The State of Hiring - Kenan
http://blog.alexmaccaw.com/the-state-of-hiring

======
bceagle
I 100% agree with the problem Alex brings up here. The interviewing process at
most companies is broken. The problem is that I don't think his solution works
and I am not sure what the solution should be. When you think of the "Google"
way of doing interviews (i.e. doing a series of extremely hard whiteboard
problems with almost any mistake dooming the interviewer), they no doubt miss
out on a lot of qualified candidates. However, how many people that they
actually hire are dumb? Not many. I doubt that Google likes the thought of
missing out on a candidate that is great, but they are playing the numbers
game. It is more important to them that the people they do hire are all great
and they have accepted the fact that they will reject a lot of good
candidates.

It is true that having a 3 month trial period would alleviate this issue in
theory, however, there are two issues.

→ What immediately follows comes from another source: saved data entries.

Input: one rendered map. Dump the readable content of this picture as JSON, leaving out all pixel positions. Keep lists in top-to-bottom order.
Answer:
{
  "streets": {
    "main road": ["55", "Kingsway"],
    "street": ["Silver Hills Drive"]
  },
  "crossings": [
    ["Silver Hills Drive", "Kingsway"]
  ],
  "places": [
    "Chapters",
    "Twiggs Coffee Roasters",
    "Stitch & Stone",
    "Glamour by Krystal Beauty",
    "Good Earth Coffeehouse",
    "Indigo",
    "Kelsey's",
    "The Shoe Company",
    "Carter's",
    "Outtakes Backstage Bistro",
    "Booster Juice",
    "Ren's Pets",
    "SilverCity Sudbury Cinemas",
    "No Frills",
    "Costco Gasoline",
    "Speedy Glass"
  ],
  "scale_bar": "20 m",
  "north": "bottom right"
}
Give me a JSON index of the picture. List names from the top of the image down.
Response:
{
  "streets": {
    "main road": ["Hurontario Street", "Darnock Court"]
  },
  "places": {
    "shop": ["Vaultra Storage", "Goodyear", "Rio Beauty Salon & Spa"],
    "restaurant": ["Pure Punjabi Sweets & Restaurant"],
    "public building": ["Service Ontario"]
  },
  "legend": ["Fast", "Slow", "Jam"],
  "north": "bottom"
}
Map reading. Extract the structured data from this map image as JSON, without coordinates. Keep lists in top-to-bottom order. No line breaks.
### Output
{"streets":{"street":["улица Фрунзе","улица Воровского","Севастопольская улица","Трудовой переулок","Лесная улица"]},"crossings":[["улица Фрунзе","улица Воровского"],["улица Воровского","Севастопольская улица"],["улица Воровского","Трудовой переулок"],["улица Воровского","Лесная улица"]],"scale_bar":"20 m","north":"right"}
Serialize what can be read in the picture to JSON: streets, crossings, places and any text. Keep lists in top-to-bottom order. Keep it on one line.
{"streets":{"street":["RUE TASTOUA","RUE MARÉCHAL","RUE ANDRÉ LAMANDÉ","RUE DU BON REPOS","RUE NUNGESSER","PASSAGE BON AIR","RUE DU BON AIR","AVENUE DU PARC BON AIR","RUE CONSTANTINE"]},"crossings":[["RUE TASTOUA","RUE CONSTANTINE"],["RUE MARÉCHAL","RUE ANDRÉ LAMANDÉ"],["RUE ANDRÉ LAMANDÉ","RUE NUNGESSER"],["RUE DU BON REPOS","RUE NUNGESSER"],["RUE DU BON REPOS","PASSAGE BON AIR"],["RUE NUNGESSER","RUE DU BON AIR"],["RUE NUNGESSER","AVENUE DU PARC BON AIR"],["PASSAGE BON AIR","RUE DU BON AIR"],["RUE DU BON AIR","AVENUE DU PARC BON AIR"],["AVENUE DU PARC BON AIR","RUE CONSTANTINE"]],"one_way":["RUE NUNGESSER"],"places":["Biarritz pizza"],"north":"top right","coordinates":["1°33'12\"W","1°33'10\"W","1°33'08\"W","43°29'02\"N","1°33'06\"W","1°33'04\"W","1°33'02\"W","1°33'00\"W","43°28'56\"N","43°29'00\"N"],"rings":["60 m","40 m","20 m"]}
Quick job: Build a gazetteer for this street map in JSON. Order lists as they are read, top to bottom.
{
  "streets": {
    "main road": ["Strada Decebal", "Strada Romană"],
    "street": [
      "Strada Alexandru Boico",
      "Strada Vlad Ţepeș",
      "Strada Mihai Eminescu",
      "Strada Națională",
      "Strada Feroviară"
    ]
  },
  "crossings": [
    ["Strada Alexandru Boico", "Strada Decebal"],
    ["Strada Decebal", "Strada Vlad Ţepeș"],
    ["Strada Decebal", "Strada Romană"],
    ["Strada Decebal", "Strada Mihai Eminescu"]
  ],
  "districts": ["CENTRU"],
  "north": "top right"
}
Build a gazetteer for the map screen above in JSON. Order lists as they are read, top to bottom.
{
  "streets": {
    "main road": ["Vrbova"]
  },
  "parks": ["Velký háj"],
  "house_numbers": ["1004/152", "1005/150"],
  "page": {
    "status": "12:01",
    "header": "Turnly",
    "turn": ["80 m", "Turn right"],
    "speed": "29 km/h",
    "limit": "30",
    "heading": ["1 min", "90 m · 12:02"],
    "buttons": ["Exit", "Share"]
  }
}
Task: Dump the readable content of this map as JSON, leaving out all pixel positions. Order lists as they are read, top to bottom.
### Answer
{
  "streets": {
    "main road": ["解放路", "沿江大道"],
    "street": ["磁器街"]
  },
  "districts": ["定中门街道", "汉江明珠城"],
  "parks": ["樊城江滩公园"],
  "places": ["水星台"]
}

One is that, as Alex points out, you
will still end up missing out on a lot of great candidates that don't want to
take on the risk of getting canned in 3 months (though you could argue that if
someone is really good they wouldn't worry about that). The other issue is
that if your requirements are too lax for the 3 month trial, you may end up
wasting a lot of time and resources burning through candidates that don't work
out. So, you may save yourself time on the front side, but it will cost you on
the back side.

Now that I think about it, I do have one potential solution to this problem.
Instead of the 3 month trial, how about paying the candidate a 1 week project.
The candidate could continue to look for other jobs and doesn't have to worry
about explaining a weird 3 month blip on their resume. They are getting paid
to do something in between jobs which is always good. And the employer gets to
see a more real-world example of what the candidate can do. Sure, this would
cost money for the employer, but you would only do it for people that pass a
couple rounds of interviews and that cost likely pales in comparison to the
time and resources wasted if you bring on dead weight.